DON'T anyone star that!! :-)
Predictable as ever :-)
 
Dang it
You got me
 
@JohnRennie what?
oh, yes
would the skin not all die though
that would be pretty horrible
 
3:47 PM
@JohnRennie OP wants to put their grapes inside the microwave?
Sounds like a bad idea to me.
Also of concern are the reports by commentators that they've also put their grapes inside their ovens.
 
@EmilioPisanty I've done it plenty of times
It's totally safe
apart from the third degree burns of course
 
@0celo7 many of us have dipped our appendages in liquid nitrogen for a second or two and suffered no harm. Obviously at some point it will start killing the tissue though exactly how long is safe I don't know.

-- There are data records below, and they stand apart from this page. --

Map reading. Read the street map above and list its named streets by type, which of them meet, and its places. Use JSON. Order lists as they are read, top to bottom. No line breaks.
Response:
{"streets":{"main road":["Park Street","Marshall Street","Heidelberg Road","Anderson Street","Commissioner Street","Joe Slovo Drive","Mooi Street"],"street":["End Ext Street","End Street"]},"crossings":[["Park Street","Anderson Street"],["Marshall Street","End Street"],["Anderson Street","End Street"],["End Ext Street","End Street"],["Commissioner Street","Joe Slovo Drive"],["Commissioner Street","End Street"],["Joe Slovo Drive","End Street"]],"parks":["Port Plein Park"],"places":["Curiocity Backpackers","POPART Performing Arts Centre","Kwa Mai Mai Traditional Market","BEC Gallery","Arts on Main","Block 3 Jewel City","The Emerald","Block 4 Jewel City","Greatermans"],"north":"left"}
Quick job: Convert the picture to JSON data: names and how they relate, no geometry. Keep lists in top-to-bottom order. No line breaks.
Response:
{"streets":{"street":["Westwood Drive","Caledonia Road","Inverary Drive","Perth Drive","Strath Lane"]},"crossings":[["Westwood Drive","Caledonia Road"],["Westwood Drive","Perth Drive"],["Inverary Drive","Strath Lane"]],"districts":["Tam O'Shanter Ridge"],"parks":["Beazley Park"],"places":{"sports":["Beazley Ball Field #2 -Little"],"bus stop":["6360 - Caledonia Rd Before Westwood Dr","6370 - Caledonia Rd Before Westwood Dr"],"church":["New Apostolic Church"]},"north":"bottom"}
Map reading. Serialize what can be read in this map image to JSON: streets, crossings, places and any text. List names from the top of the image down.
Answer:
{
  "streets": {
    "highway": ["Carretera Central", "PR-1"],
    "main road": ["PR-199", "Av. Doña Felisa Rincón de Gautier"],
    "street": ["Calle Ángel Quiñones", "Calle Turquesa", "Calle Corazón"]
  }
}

@EmilioPisanty Have you never done the experiment?
 
@JohnRennie He doesn't like to live dangerously like us
@JohnRennie Is it safe te remove the microwave generator from a microwave-oven and strapping it onto my own system?
I want to overdrive it
 
user116211
@bernard When i hear grapes stuff in microwave oven, I link it with you. So, I'm naming those Bernard's Grapes Experiment.
 
@MAFIA36790 :O I feel honored!
 
3:57 PM
@BernardMeurer Perfectly safe, only give me plenty of warning so I can make sure I'm nowhere in the vicinity. It's probably also warning the local burns unit in advance.
 
@JohnRennie Where in the UK do you live again? :p
And hey, my experiments have only caught fire 3 times
 
Damn, I think that info is in my Facebook profile. Quick, how do you edit it?
 
user116211
@3750: You changed your DP!
 
I used to get the big capacitors out of old TV sets, connect them up in series and charge them to 400V (rectified UK mains). When you short them it creates a humungous arc.
 
@JohnRennie HA I KNOW IT NOW
@JohnRennie Blowing up caps is pretty cool
 
user116211
4:00 PM
@JohnRennie You crazy nerd ;))
 
invert the polarity at 300V of a 100V rated cap
it's AMAZING
Specially when you order 2k farad or larger badly made caps from China
 
We used to, erm, borrow magnesium powder from the school chemistry lab and use the arc to set it off. That's a biiiiiiiiig flare.
 
@JohnRennie I've been working on an arc speaker for a while
 
It's been done. There's a YouTube video somewhere.
 
but I haven't found a satisfactory way to generate sound from the controlled arc without massive noise caused my how hard it is to control the arc
Yeah, but they all have noise, I want a nicer solution :v
RUN LINUX ON AN ARC
HA
 
4:10 PM
@JohnRennie I like my grapes safely away from fire, thank you.
 
I wonder if it works for tomatoes ...
 
@JohnRennie That's probably a much easier experiment for testing size dependence than finding tomato-shaped grapes.
 
Plums? aubergines? I'd say there's a PhD thesis worth of research there.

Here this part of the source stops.